06. SPSS Classroom | Chi Square test of Independence - Analyze, Interpret, and Report Chi Square
Based on Research With Fawad's video on YouTube. If you like this content, support the original creators by watching, liking and subscribing to their content.
Chi-square test of independence is designed for nominal or ordinal categorical variables using contingency tables and frequency-based comparisons.
Briefing
Chi-square test of independence is the go-to method for checking whether two categorical variables move together—or whether their relationship is just random chance. It’s especially useful when the data are nominal or ordinal, where averages and other descriptive statistics become meaningless. Instead, researchers rely on contingency tables and compare observed counts in each cell against expected counts calculated under the assumption of independence.
The core logic is straightforward: observed cell frequencies are the actual numbers collected for each category combination, while expected cell frequencies represent what the counts would look like if there were no association between the variables. The test statistic (chi-square) measures how far observed frequencies deviate from expected frequencies. A small chi-square value supports the null hypothesis of independence; a larger chi-square value signals that the variables are associated. Degrees of freedom are determined from the contingency table dimensions using (rows − 1) × (columns − 1), and the resulting chi-square value is evaluated against significance levels to decide whether to reject the null.

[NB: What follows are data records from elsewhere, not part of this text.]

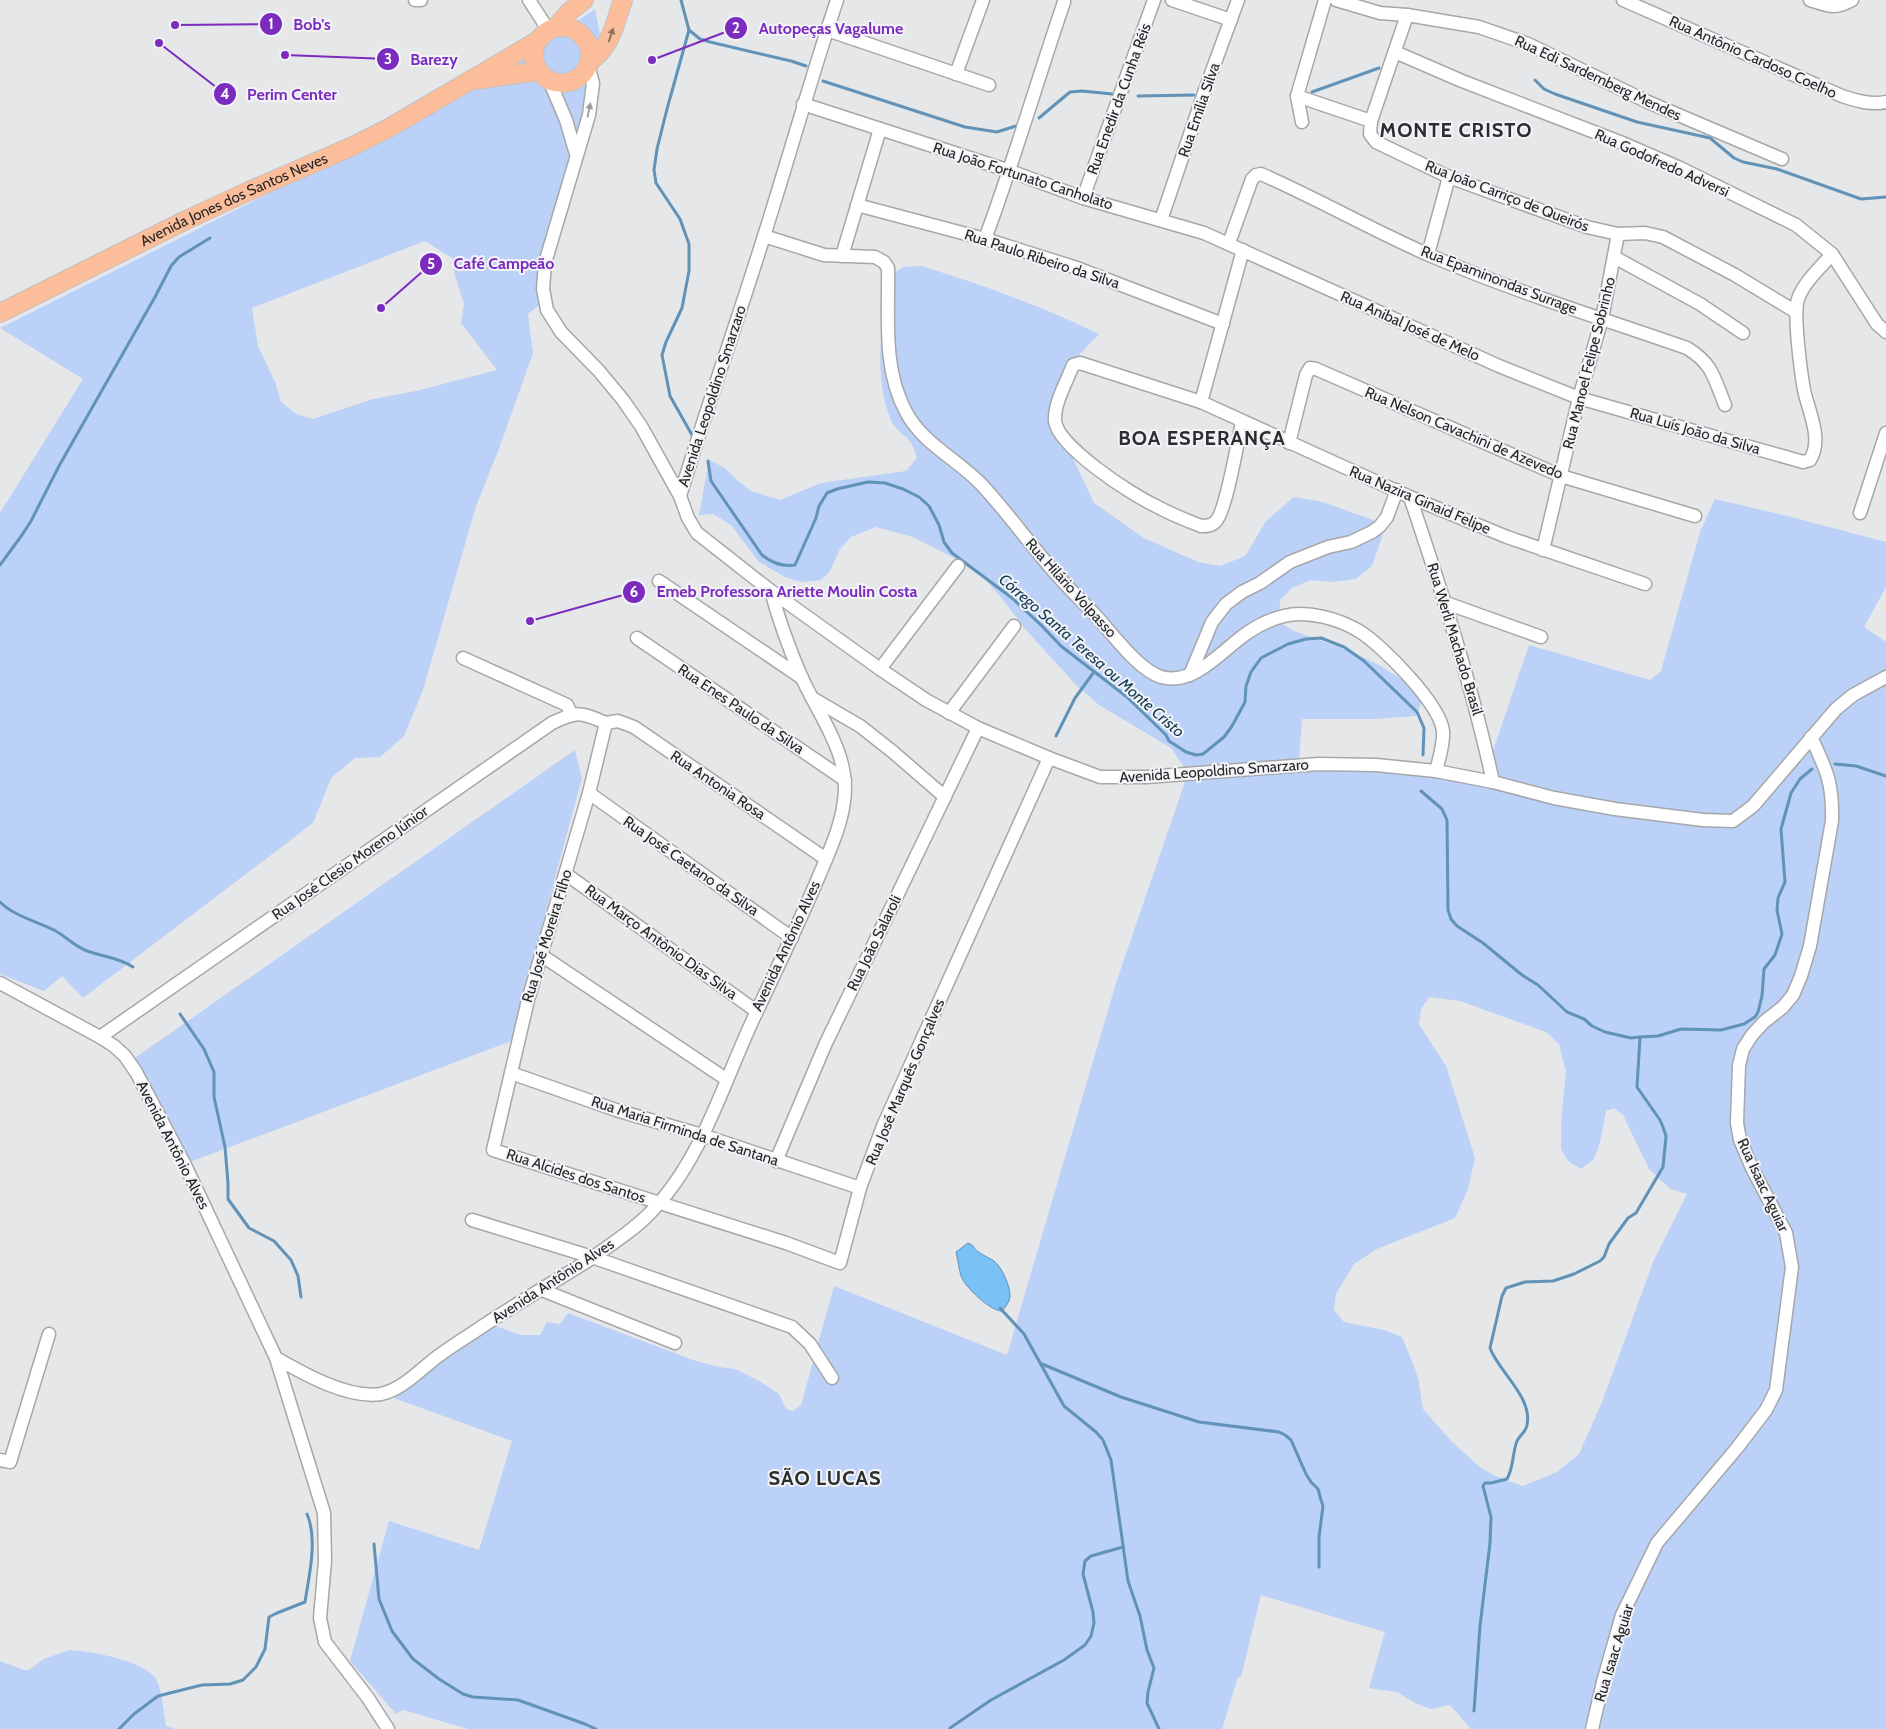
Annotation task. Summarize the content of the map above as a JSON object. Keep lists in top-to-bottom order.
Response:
{
  "streets": {
    "highway": ["Avenida Jones dos Santos Neves"],
    "street": [
      "Rua Antônio Cardoso Coelho",
      "Rua Edi Sardemberg Mendes",
      "Rua Enedir da Cunha Réis",
      "Rua Emília Silva",
      "Rua Godofredo Adversi",
      "Rua João Fortunato Canholato",
      "Rua João Carriço de Queirós",
      "Rua Paulo Ribeiro da Silva",
      "Rua Epaminondas Surrage",
      "Rua Anibal José de Melo",
      "Rua Manoel Felipe Sobrinho",
      "Avenida Leopoldino Smarzaro",
      "Rua Luís João da Silva",
      "Rua Nelson Cavachini de Azevedo",
      "Rua Nazira Ginaid Felipe",
      "Rua Hilário Volpasso",
      "Rua Werli Machado Brasil",
      "Rua Enes Paulo da Silva",
      "Rua Antonia Rosa",
      "Rua José Clesio Moreno Júnior",
      "Rua José Caetano da Silva",
      "Rua José Moreira Filho",
      "Rua Março Antônio Dias Silva",
      "Rua João Salaroli",
      "Avenida Antônio Alves",
      "Rua José Marquês Gonçalves",
      "Rua Maria Firminda de Santana",
      "Rua Alcides dos Santos",
      "Rua Isaac Aguiar"
    ]
  },
  "crossings": [
    ["Rua Enedir da Cunha Réis", "Rua João Fortunato Canholato"],
    ["Rua Emília Silva", "Rua João Fortunato Canholato"],
    ["Rua João Fortunato Canholato", "Rua Epaminondas Surrage"],
    ["Rua João Fortunato Canholato", "Rua Anibal José de Melo"],
    ["Rua João Fortunato Canholato", "Avenida Leopoldino Smarzaro"],
    ["Rua João Carriço de Queirós", "Rua Manoel Felipe Sobrinho"],
    ["Rua João Carriço de Queirós", "Rua Luís João da Silva"],
    ["Rua Epaminondas Surrage", "Rua Manoel Felipe Sobrinho"],
    ["Rua Anibal José de Melo", "Rua Manoel Felipe Sobrinho"],
    ["Rua Anibal José de Melo", "Rua Luís João da Silva"],
    ["Rua Manoel Felipe Sobrinho", "Rua Luís João da Silva"],
    ["Rua Manoel Felipe Sobrinho", "Rua Nelson Cavachini de Azevedo"],
    ["Rua Manoel Felipe Sobrinho", "Rua Nazira Ginaid Felipe"],
    ["Avenida Leopoldino Smarzaro", "Rua Hilário Volpasso"],
    ["Avenida Leopoldino Smarzaro", "Rua Werli Machado Brasil"],
    ["Avenida Leopoldino Smarzaro", "Rua João Salaroli"],
    ["Avenida Leopoldino Smarzaro", "Avenida Antônio Alves"],
    ["Avenida Leopoldino Smarzaro", "Rua José Marquês Gonçalves"],
    ["Avenida Leopoldino Smarzaro", "Rua Isaac Aguiar"],
    ["Rua Nelson Cavachini de Azevedo", "Rua Nazira Ginaid Felipe"],
    ["Rua Nazira Ginaid Felipe", "Rua Werli Machado Brasil"],
    ["Rua Enes Paulo da Silva", "Avenida Antônio Alves"],
    ["Rua Antonia Rosa", "Rua José Moreira Filho"],
    ["Rua Antonia Rosa", "Avenida Antônio Alves"],
    ["Rua José Clesio Moreno Júnior", "Avenida Antônio Alves"],
    ["Rua José Caetano da Silva", "Rua José Moreira Filho"],
    ["Rua José Caetano da Silva", "Avenida Antônio Alves"],
    ["Rua José Moreira Filho", "Rua Março Antônio Dias Silva"],
    ["Rua José Moreira Filho", "Rua Maria Firminda de Santana"],
    ["Rua José Moreira Filho", "Rua Alcides dos Santos"],
    ["Rua Março Antônio Dias Silva", "Avenida Antônio Alves"],
    ["Rua João Salaroli", "Rua Maria Firminda de Santana"],
    ["Avenida Antônio Alves", "Rua José Marquês Gonçalves"],
    ["Avenida Antônio Alves", "Rua Maria Firminda de Santana"],
    ["Avenida Antônio Alves", "Rua Alcides dos Santos"],
    ["Rua José Marquês Gonçalves", "Rua Maria Firminda de Santana"],
    ["Rua José Marquês Gonçalves", "Rua Alcides dos Santos"]
  ],
  "districts": ["MONTE CRISTO", "BOA ESPERANÇA", "SÃO LUCAS"],
  "water": ["Córrego Santa Teresa ou Monte Cristo"],
  "places": [
    "Bob's",
    "Perim Center",
    "Barezy",
    "Autopeças Vagalume",
    "Café Campeão",
    "Emeb Professora Ariette Moulin Costa"
  ]
}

The transcript walks through practical examples of where this approach fits: whether business performance categories (loss, break-even, profit) depend on a country’s income group; whether employee satisfaction levels (e.g., 1 to 3) depend on job placement (local vs international); and whether personality type (introvert vs extrovert) is associated with color preference (red, yellow, green, blue). In each case, the variables are categorical, and the analysis hinges on contingency tables rather than means.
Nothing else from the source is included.